"""

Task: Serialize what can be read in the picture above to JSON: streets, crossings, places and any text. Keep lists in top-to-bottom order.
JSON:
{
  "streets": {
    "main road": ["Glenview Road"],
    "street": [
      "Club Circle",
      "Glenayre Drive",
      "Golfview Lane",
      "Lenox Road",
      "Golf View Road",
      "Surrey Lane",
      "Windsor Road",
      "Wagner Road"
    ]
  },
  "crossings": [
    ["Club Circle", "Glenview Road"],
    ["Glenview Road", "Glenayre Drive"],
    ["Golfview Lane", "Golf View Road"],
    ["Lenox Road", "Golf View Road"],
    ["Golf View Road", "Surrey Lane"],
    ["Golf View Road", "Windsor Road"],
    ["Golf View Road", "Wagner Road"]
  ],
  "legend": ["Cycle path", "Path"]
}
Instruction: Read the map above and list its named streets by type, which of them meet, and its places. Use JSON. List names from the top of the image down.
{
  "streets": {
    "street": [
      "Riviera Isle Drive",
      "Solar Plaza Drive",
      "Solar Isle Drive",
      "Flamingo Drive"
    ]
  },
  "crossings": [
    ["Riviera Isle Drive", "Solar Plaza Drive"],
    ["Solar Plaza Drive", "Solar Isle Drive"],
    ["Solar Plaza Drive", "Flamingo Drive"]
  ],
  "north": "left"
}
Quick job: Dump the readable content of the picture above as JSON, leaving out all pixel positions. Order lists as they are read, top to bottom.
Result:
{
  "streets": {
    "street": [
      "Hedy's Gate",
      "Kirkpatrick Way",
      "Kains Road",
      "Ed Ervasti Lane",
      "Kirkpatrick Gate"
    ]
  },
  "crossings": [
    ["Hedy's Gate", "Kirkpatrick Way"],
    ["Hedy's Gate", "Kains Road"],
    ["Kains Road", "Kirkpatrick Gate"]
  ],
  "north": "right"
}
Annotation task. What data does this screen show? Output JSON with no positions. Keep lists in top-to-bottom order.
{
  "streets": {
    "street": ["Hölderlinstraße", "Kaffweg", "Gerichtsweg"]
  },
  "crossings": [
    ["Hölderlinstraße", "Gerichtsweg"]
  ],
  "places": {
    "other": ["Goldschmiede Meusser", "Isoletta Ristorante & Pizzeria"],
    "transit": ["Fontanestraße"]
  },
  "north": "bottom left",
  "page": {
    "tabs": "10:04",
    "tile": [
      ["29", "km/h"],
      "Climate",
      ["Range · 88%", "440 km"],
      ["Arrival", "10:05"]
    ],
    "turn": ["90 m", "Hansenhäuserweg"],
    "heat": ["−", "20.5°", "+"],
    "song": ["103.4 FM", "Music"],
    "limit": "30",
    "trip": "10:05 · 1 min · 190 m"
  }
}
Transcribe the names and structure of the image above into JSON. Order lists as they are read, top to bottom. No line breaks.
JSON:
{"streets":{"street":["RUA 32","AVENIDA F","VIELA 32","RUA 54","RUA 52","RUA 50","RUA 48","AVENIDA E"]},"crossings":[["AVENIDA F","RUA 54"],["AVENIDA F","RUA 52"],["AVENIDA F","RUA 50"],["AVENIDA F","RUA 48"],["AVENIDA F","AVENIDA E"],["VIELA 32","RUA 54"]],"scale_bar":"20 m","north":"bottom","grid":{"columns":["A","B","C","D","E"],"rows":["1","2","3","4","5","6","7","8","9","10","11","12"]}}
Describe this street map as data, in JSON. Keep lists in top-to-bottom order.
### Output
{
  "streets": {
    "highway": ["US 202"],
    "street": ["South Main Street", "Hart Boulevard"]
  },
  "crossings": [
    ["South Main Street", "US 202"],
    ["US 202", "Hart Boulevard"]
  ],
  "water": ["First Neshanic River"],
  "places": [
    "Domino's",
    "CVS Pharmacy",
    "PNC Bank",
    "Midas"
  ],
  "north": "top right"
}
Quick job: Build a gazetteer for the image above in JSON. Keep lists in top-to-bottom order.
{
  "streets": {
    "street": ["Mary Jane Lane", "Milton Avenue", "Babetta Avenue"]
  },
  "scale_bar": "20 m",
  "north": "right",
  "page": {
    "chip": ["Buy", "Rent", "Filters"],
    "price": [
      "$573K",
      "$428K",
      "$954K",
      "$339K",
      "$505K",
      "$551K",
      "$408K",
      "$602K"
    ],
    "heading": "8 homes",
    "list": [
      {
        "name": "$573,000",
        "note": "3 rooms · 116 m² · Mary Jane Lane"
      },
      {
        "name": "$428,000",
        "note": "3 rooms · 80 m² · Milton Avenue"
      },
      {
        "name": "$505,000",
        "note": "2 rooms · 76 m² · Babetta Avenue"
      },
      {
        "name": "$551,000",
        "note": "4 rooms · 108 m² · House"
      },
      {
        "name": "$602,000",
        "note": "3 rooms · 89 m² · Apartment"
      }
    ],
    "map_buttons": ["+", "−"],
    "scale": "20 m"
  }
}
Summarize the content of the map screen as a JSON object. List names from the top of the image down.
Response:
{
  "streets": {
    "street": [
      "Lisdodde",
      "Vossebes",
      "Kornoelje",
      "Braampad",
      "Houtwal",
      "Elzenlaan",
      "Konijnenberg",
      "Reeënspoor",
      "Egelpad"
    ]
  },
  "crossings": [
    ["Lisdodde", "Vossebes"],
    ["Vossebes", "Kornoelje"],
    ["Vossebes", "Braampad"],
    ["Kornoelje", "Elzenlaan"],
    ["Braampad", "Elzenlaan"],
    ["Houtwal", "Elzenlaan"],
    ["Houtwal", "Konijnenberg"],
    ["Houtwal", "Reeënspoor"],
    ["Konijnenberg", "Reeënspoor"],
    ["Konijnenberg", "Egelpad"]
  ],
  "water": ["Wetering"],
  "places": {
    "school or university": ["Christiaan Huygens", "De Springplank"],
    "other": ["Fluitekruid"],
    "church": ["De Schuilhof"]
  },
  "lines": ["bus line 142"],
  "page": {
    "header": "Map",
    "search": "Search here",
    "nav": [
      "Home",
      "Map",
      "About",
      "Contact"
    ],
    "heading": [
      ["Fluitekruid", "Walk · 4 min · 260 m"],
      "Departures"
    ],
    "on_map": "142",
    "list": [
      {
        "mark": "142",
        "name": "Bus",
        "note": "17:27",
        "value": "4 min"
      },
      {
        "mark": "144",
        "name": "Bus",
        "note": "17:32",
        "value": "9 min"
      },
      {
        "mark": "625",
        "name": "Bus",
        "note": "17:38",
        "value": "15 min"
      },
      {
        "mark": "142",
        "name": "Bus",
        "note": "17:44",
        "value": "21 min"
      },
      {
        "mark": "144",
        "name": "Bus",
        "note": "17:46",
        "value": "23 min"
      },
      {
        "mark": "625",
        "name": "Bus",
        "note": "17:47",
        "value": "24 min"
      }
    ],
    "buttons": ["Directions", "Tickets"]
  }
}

"""

# Task goal
The whole listing above, restated word for word, is the required answer.

# Response to this task
Task: Serialize what can be read in the picture above to JSON: streets, crossings, places and any text. Keep lists in top-to-bottom order.
JSON:
{
  "streets": {
    "main road": ["Glenview Road"],
    "street": [
      "Club Circle",
      "Glenayre Drive",
      "Golfview Lane",
      "Lenox Road",
      "Golf View Road",
      "Surrey Lane",
      "Windsor Road",
      "Wagner Road"
    ]
  },
  "crossings": [
    ["Club Circle", "Glenview Road"],
    ["Glenview Road", "Glenayre Drive"],
    ["Golfview Lane", "Golf View Road"],
    ["Lenox Road", "Golf View Road"],
    ["Golf View Road", "Surrey Lane"],
    ["Golf View Road", "Windsor Road"],
    ["Golf View Road", "Wagner Road"]
  ],
  "legend": ["Cycle path", "Path"]
}
Instruction: Read the map above and list its named streets by type, which of them meet, and its places. Use JSON. List names from the top of the image down.
{
  "streets": {
    "street": [
      "Riviera Isle Drive",
      "Solar Plaza Drive",
      "Solar Isle Drive",
      "Flamingo Drive"
    ]
  },
  "crossings": [
    ["Riviera Isle Drive", "Solar Plaza Drive"],
    ["Solar Plaza Drive", "Solar Isle Drive"],
    ["Solar Plaza Drive", "Flamingo Drive"]
  ],
  "north": "left"
}
Quick job: Dump the readable content of the picture above as JSON, leaving out all pixel positions. Order lists as they are read, top to bottom.
Result:
{
  "streets": {
    "street": [
      "Hedy's Gate",
      "Kirkpatrick Way",
      "Kains Road",
      "Ed Ervasti Lane",
      "Kirkpatrick Gate"
    ]
  },
  "crossings": [
    ["Hedy's Gate", "Kirkpatrick Way"],
    ["Hedy's Gate", "Kains Road"],
    ["Kains Road", "Kirkpatrick Gate"]
  ],
  "north": "right"
}
Annotation task. What data does this screen show? Output JSON with no positions. Keep lists in top-to-bottom order.
{
  "streets": {
    "street": ["Hölderlinstraße", "Kaffweg", "Gerichtsweg"]
  },
  "crossings": [
    ["Hölderlinstraße", "Gerichtsweg"]
  ],
  "places": {
    "other": ["Goldschmiede Meusser", "Isoletta Ristorante & Pizzeria"],
    "transit": ["Fontanestraße"]
  },
  "north": "bottom left",
  "page": {
    "tabs": "10:04",
    "tile": [
      ["29", "km/h"],
      "Climate",
      ["Range · 88%", "440 km"],
      ["Arrival", "10:05"]
    ],
    "turn": ["90 m", "Hansenhäuserweg"],
    "heat": ["−", "20.5°", "+"],
    "song": ["103.4 FM", "Music"],
    "limit": "30",
    "trip": "10:05 · 1 min · 190 m"
  }
}
Transcribe the names and structure of the image above into JSON. Order lists as they are read, top to bottom. No line breaks.
JSON:
{"streets":{"street":["RUA 32","AVENIDA F","VIELA 32","RUA 54","RUA 52","RUA 50","RUA 48","AVENIDA E"]},"crossings":[["AVENIDA F","RUA 54"],["AVENIDA F","RUA 52"],["AVENIDA F","RUA 50"],["AVENIDA F","RUA 48"],["AVENIDA F","AVENIDA E"],["VIELA 32","RUA 54"]],"scale_bar":"20 m","north":"bottom","grid":{"columns":["A","B","C","D","E"],"rows":["1","2","3","4","5","6","7","8","9","10","11","12"]}}
Describe this street map as data, in JSON. Keep lists in top-to-bottom order.
### Output
{
  "streets": {
    "highway": ["US 202"],
    "street": ["South Main Street", "Hart Boulevard"]
  },
  "crossings": [
    ["South Main Street", "US 202"],
    ["US 202", "Hart Boulevard"]
  ],
  "water": ["First Neshanic River"],
  "places": [
    "Domino's",
    "CVS Pharmacy",
    "PNC Bank",
    "Midas"
  ],
  "north": "top right"
}
Quick job: Build a gazetteer for the image above in JSON. Keep lists in top-to-bottom order.
{
  "streets": {
    "street": ["Mary Jane Lane", "Milton Avenue", "Babetta Avenue"]
  },
  "scale_bar": "20 m",
  "north": "right",
  "page": {
    "chip": ["Buy", "Rent", "Filters"],
    "price": [
      "$573K",
      "$428K",
      "$954K",
      "$339K",
      "$505K",
      "$551K",
      "$408K",
      "$602K"
    ],
    "heading": "8 homes",
    "list": [
      {
        "name": "$573,000",
        "note": "3 rooms · 116 m² · Mary Jane Lane"
      },
      {
        "name": "$428,000",
        "note": "3 rooms · 80 m² · Milton Avenue"
      },
      {
        "name": "$505,000",
        "note": "2 rooms · 76 m² · Babetta Avenue"
      },
      {
        "name": "$551,000",
        "note": "4 rooms · 108 m² · House"
      },
      {
        "name": "$602,000",
        "note": "3 rooms · 89 m² · Apartment"
      }
    ],
    "map_buttons": ["+", "−"],
    "scale": "20 m"
  }
}
Summarize the content of the map screen as a JSON object. List names from the top of the image down.
Response:
{
  "streets": {
    "street": [
      "Lisdodde",
      "Vossebes",
      "Kornoelje",
      "Braampad",
      "Houtwal",
      "Elzenlaan",
      "Konijnenberg",
      "Reeënspoor",
      "Egelpad"
    ]
  },
  "crossings": [
    ["Lisdodde", "Vossebes"],
    ["Vossebes", "Kornoelje"],
    ["Vossebes", "Braampad"],
    ["Kornoelje", "Elzenlaan"],
    ["Braampad", "Elzenlaan"],
    ["Houtwal", "Elzenlaan"],
    ["Houtwal", "Konijnenberg"],
    ["Houtwal", "Reeënspoor"],
    ["Konijnenberg", "Reeënspoor"],
    ["Konijnenberg", "Egelpad"]
  ],
  "water": ["Wetering"],
  "places": {
    "school or university": ["Christiaan Huygens", "De Springplank"],
    "other": ["Fluitekruid"],
    "church": ["De Schuilhof"]
  },
  "lines": ["bus line 142"],
  "page": {
    "header": "Map",
    "search": "Search here",
    "nav": [
      "Home",
      "Map",
      "About",
      "Contact"
    ],
    "heading": [
      ["Fluitekruid", "Walk · 4 min · 260 m"],
      "Departures"
    ],
    "on_map": "142",
    "list": [
      {
        "mark": "142",
        "name": "Bus",
        "note": "17:27",
        "value": "4 min"
      },
      {
        "mark": "144",
        "name": "Bus",
        "note": "17:32",
        "value": "9 min"
      },
      {
        "mark": "625",
        "name": "Bus",
        "note": "17:38",
        "value": "15 min"
      },
      {
        "mark": "142",
        "name": "Bus",
        "note": "17:44",
        "value": "21 min"
      },
      {
        "mark": "144",
        "name": "Bus",
        "note": "17:46",
        "value": "23 min"
      },
      {
        "mark": "625",
        "name": "Bus",
        "note": "17:47",
        "value": "24 min"
      }
    ],
    "buttons": ["Directions", "Tickets"]
  }
}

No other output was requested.